▶ **EXERCISE**
The number needed is how many lines in these entries contain "Math"; give it alone.

▶ **INPUT FOR THIS TASK**
····················
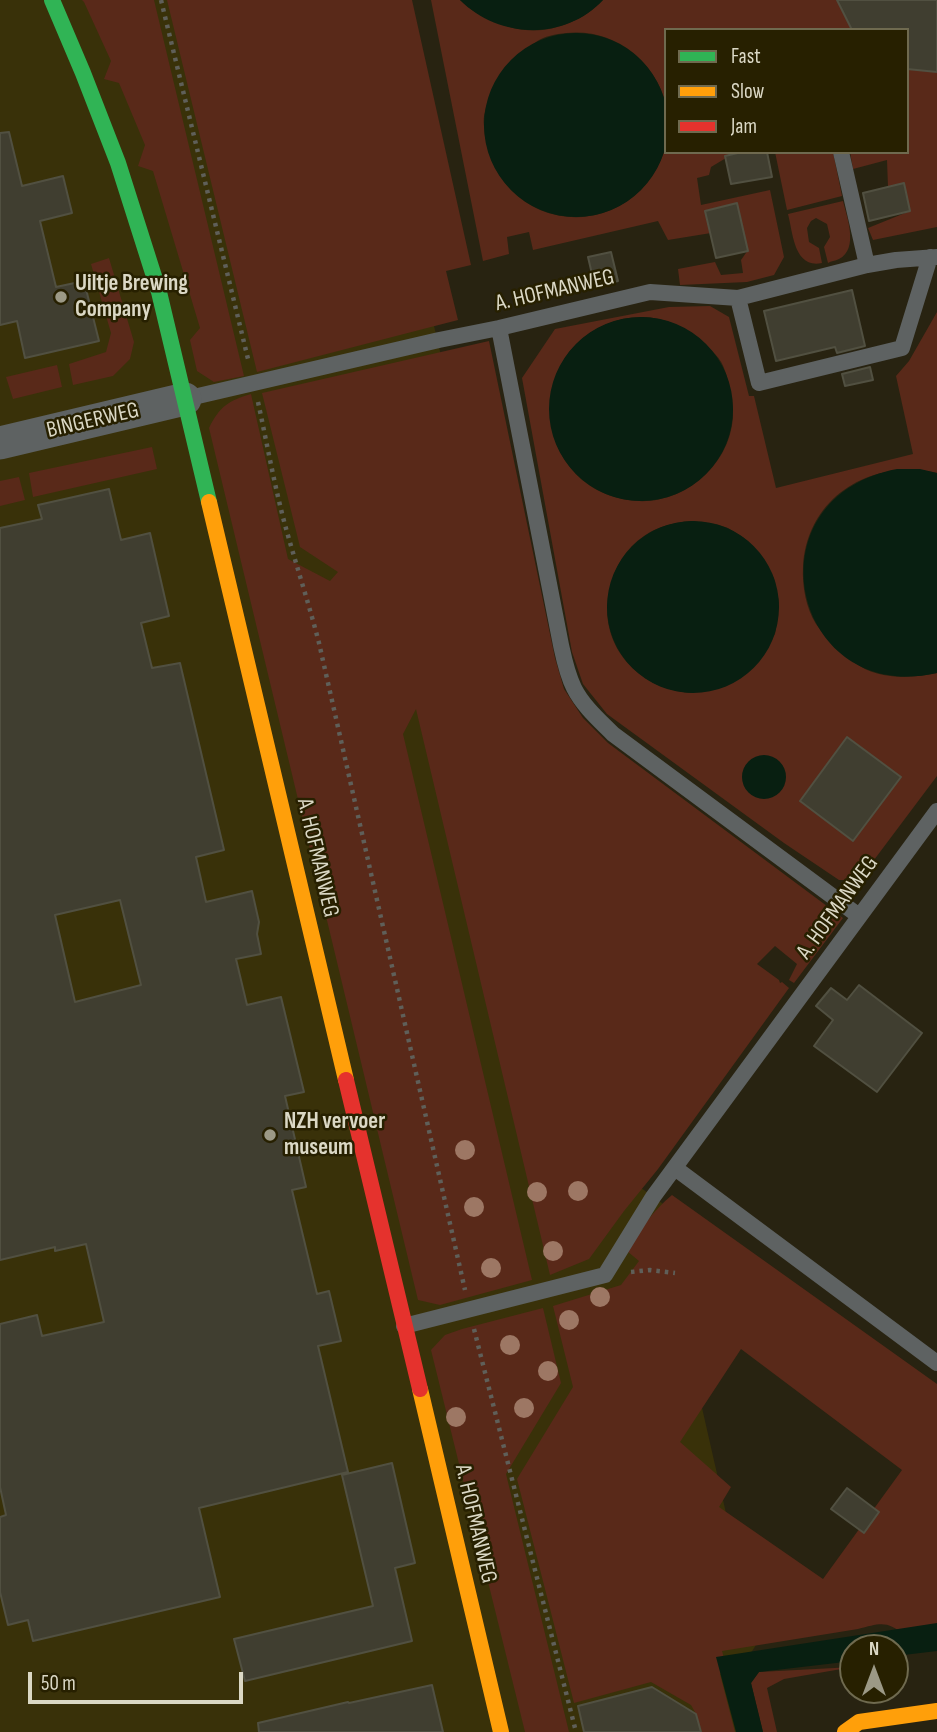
<!DOCTYPE html>
<html>
<head>
<meta charset="utf-8">
<style>
  body { margin:0 }
  #map { position:relative; width:937px; height:1732px; overflow:hidden; background:#282311; font-family:"Sofia Sans Condensed",sans-serif }
  canvas { display:block }
  .legend { position:absolute; left:664px; top:28px; width:245px; height:126px; box-sizing:border-box; background:#272000; border:2px solid #6f6a4f; margin:0; padding:9px 12px; list-style:none; font-size:21px; color:#dbd8c5 }
  .legend li { display:flex; align-items:center; gap:14px; height:35px }
  .legend b { width:35px; border:2px solid #6f6a4f }
  .north { position:absolute; left:839px; top:1634px; width:70px; height:70px; box-sizing:border-box; background:#272000; border:2px solid #6f6a4f; border-radius:50%; rotate:0deg; font-size:19px; font-weight:700; line-height:28px; text-align:center; color:#dbd8c5 }
  .north::after { content:''; display:block; margin:auto; width:24px; height:32px; background:#9c9986; clip-path:polygon(50% 0,100% 100%,50% 72%,0 100%) }
  .scale { position:absolute; left:28px; top:1672px; width:215px; height:32px; box-sizing:border-box; border:4px solid #dbd8c5; border-top:0; padding-left:9px; font-size:21px; line-height:24px; white-space:nowrap; color:#dbd8c5; -webkit-text-stroke:5px #272000; paint-order:stroke }
</style>
</head>
<body>
<div id="map">
<canvas width="937" height="1732"></canvas>
<ul class="legend">
<li><b style="height:9px;background:#30b455"></b>Fast</li>
<li><b style="height:9px;background:#ff9f0a"></b>Slow</li>
<li><b style="height:9px;background:#e5322d"></b>Jam</li>
</ul>
<div class="north">N</div>
<div class="scale">50 m</div>
</div>
<script>
const g = document.querySelector('canvas').getContext('2d');
g.lineJoin = 'round';
function fill(path, color) { g.fillStyle = color; g.fill(path, 'evenodd'); }
function strokePath(path, color, width, dash) { g.strokeStyle = color; g.lineWidth = width; g.lineCap = dash ? 'butt' : 'round'; g.setLineDash(dash || []); g.stroke(path); }
function write(font, color, halo, rows, align = 'center') {
  g.font = font + ' "Sofia Sans Condensed",sans-serif'; g.lineWidth = 5; g.setLineDash([]); g.textBaseline = 'middle'; g.strokeStyle = halo; g.fillStyle = color; for (const [text, x, y, turn = 0] of rows) {
    g.save(); g.translate(x, y); g.rotate((+turn || 0) * Math.PI / 180); g.textAlign = isNaN(turn) ? turn : align; if (halo) g.strokeText(text, 0, 0); g.fillText(text, 0, 0); g.restore();
  }
}
fill(new Path2D(`
  M0,0H357L637,1185L666,1206L662,1232L756,1645L737,1675L758,1732H0Z`), '#393109');
fill(new Path2D(`
  M82,0H154L244,376L214,382L197,371L190,340L200,328L153,171L138,166L145,145L119,83L104,79L111,61L84,2Z
  M167,0H412L471,265L446,271L458,320L257,372Z
  M431,0H460C470,10 480,15 492,20C501,23 509,28 518,29C548,35 582,22 603,0H937V227L873,240L868,228L910,211L904,184L888,187L887,160L853,169L850,152H907V30H666V104C654,59 613,28 566,33C556,34 544,36 536,42C527,47 513,70 506,79C494,94 482,105 484,126C493,236 633,251 666,146V152H731V155L711,167L709,175L697,178L701,205L770,190L784,257L774,275L747,282L680,285L678,269L715,262L721,275L743,273L741,260L748,250L741,221L721,207L705,211L711,233L668,240L658,221L533,250L529,232L507,237L509,254L483,261Z
  M775,152H833L842,196L787,210Z
  M843,201C847,217 859,249 839,259C835,261 831,261 828,263L824,247L830,237L827,224L816,218L811,221L807,228L809,242L819,248L822,263C794,269 793,233 788,214Z
  M109,258L134,342L130,359L113,376L73,385L69,364L106,352L111,333L91,264Z
  M710,306L729,317L749,396H754L776,488L913,454L896,376L909,361L937,312V473C871,458 807,497 803,567C802,586 806,608 816,624C822,633 832,640 839,647C844,652 849,658 854,662C876,680 911,679 937,673V776L859,880H839L784,843L607,714L583,684L572,652L522,378L555,329L669,307ZM646,317C671,320 678,325 698,340C703,345 710,349 715,354C725,364 728,379 730,392C732,399 733,407 733,414C732,463 686,504 637,501C532,494 518,348 619,320C628,317 637,318 646,317ZM690,521L716,524L728,528L744,538L774,578L779,603L777,622L775,634L763,656L692,693C647,690 608,658 607,610C607,603 609,596 610,589C614,567 626,548 644,536C658,526 674,523 690,521Z
  M489,341L555,658L564,689L583,718L608,743L843,918L794,983L789,980L797,964L775,946L757,964L779,980L780,983L782,982L789,988L658,1169L624,1211L589,1259L550,1275L416,709L403,734L532,1280L440,1305L418,1300L209,428C220,406 228,401 251,394L288,559L330,581L338,572L300,547L262,393Z
  M57,365L62,387L13,399L6,377Z
  M152,447L157,469L33,497L29,473Z
  M19,477L25,500L0,506V481Z
  M672,1195L937,1384V1633L905,1636C888,1620 880,1623 858,1629L722,1651L727,1669L720,1674L735,1732H702L696,1714L691,1705L651,1682L574,1703L517,1479L573,1387L553,1306L621,1285L639,1261L627,1251C640,1229 653,1211 672,1195ZM741,1349L902,1470L823,1579L719,1507L731,1487L680,1442Z
  M543,1308L561,1383L506,1474L569,1732H525L431,1350L445,1335L462,1329Z
  M853,1667L784,1679L767,1688L777,1732H763L751,1683L759,1672Z`), '#592919');
fill(new Path2D(`
  M460,0H603C565,41 499,39 460,0Z
  M484 125a92 92 0 1 1 184 0a92 92 0 1 1-184 0Z
  M549 409a92 92 0 1 1 184 0a92 92 0 1 1-184 0Z
  M897,469H920L937,473V673C792,706 746,498 897,469Z
  M607 607a86 86 0 1 1 172 0a86 86 0 1 1-172 0Z
  M742 777a22 22 0 1 1 44 0a22 22 0 1 1-44 0Z
  M937,1623V1651L895,1656V1648H853V1661L759,1672L751,1683L763,1732H736L716,1657Z`), '#081f11');
const building = new Path2D(`
  M837,0H937V72L907,69V30H852Z
  M9,132L22,186L63,176L72,213L40,221L56,287L84,281L99,341L25,358L17,321L0,325V133Z
  M742,152H767L772,177L731,184L725,156Z
  M904,183L910,211L869,221L863,193Z
  M737,203L748,251L716,258L705,211Z
  M611,252L618,281L595,287L588,257Z
  M852,290L865,346L837,353L835,347L776,361L764,311Z
  M870,367L873,380L845,386L842,374Z
  M109,489L121,540L150,533L169,616L141,623L152,668L180,663L224,850L196,857L206,902L252,891L259,922L257,934L261,954L236,959L247,1005L281,997L304,1092L285,1096L306,1187L292,1190L317,1294L329,1291L341,1341L318,1346L348,1472L199,1508L220,1597L33,1641L28,1620L8,1625L0,1592V1517L6,1515L0,1487V1324L37,1315L42,1336L104,1322L86,1244L55,1251V1247L0,1260V528L42,519L38,505ZM120,900L141,985L75,1002L55,915Z
  M847,737L901,777L853,841L800,801Z
  M859,985L922,1033L877,1092L814,1046L833,1020L816,1006L831,988L847,1000Z
  M392,1463L415,1563L395,1568L412,1641L245,1681L234,1639L373,1606L342,1475Z
  M847,1488L879,1512L864,1533L831,1509Z
  M432,1685L443,1732H259L258,1723L348,1702L349,1703Z
  M652,1687L696,1714L701,1732H584L578,1706Z`);
fill(building, '#403e30');
strokePath(building, '#515041', 2);
strokePath(new Path2D(`
  M161,0L249,363
  M258,402C268,448 276,495 289,539C299,574 310,608 319,643L465,1290
  M631,1272L650,1270L675,1273
  M474,1329L576,1732`), '#5f5f59', 4.5, [3.5, 5]);
strokePath(new Path2D(`
  M841,152L867,265
  M738,298L759,383L902,348L930,257
  M499,328L561,645C564,659 567,674 574,688C583,706 599,720 613,734L859,916
  M185,399L439,340L499,328L650,292L738,298L867,265L896,260L937,257
  M675,1168L937,1363
  M404,1326L605,1275L653,1197L937,811`), '#5e6262', 16);
strokePath(new Path2D(`
  M0,443L185,399`), '#5e6262', 33);
strokePath(new Path2D(`
  M52,0L83,73L118,163L159,292L209,502`), '#30b455', 16);
strokePath(new Path2D(`
  M209,502L346,1080
  M420,1389L501,1732
  M845,1732L859,1722L937,1711`), '#ff9f0a', 16);
strokePath(new Path2D(`
  M346,1080L420,1389`), '#e5322d', 16);
g.fillStyle = '#9d7764';
for (const [x, y] of [
  [465,1150],
  [578,1191],
  [537,1192],
  [474,1207],
  [553,1251],
  [491,1268],
  [600,1297],
  [569,1320],
  [510,1345],
  [548,1371],
  [524,1408],
  [456,1417]
]) { g.beginPath(); g.arc(x, y, 10, 0, 2 * Math.PI); g.fill(); }
for (const [x, y, r, color] of [
  [61,297,7,"#9c9986"],
  [270,1135,7,"#9c9986"]
]) { const dot = new Path2D(); dot.arc(x, y, r, 0, 2 * Math.PI); g.fillStyle = color; g.fill(dot); strokePath(dot, '#272000', 2.5); }
write('bold 23px', '#dbd8c5', '#272000', [
  ["Uiltje Brewing",75,284],
  ["Company",75,310],
  ["NZH vervoer",284,1122],
  ["museum",284,1148]
], 'left');
write('23px', '#dbd8c5', '#272000', [
  ["A. HOFMANWEG",555,291,-13],
  ["BINGERWEG",93,421,-13],
  ["A. HOFMANWEG",317,858,77],
  ["A. HOFMANWEG",838,908,-54],
  ["A. HOFMANWEG",475,1524,77]
]);
</script>
</body>
</html>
····················
▶ **COMPLETED EXERCISE**
3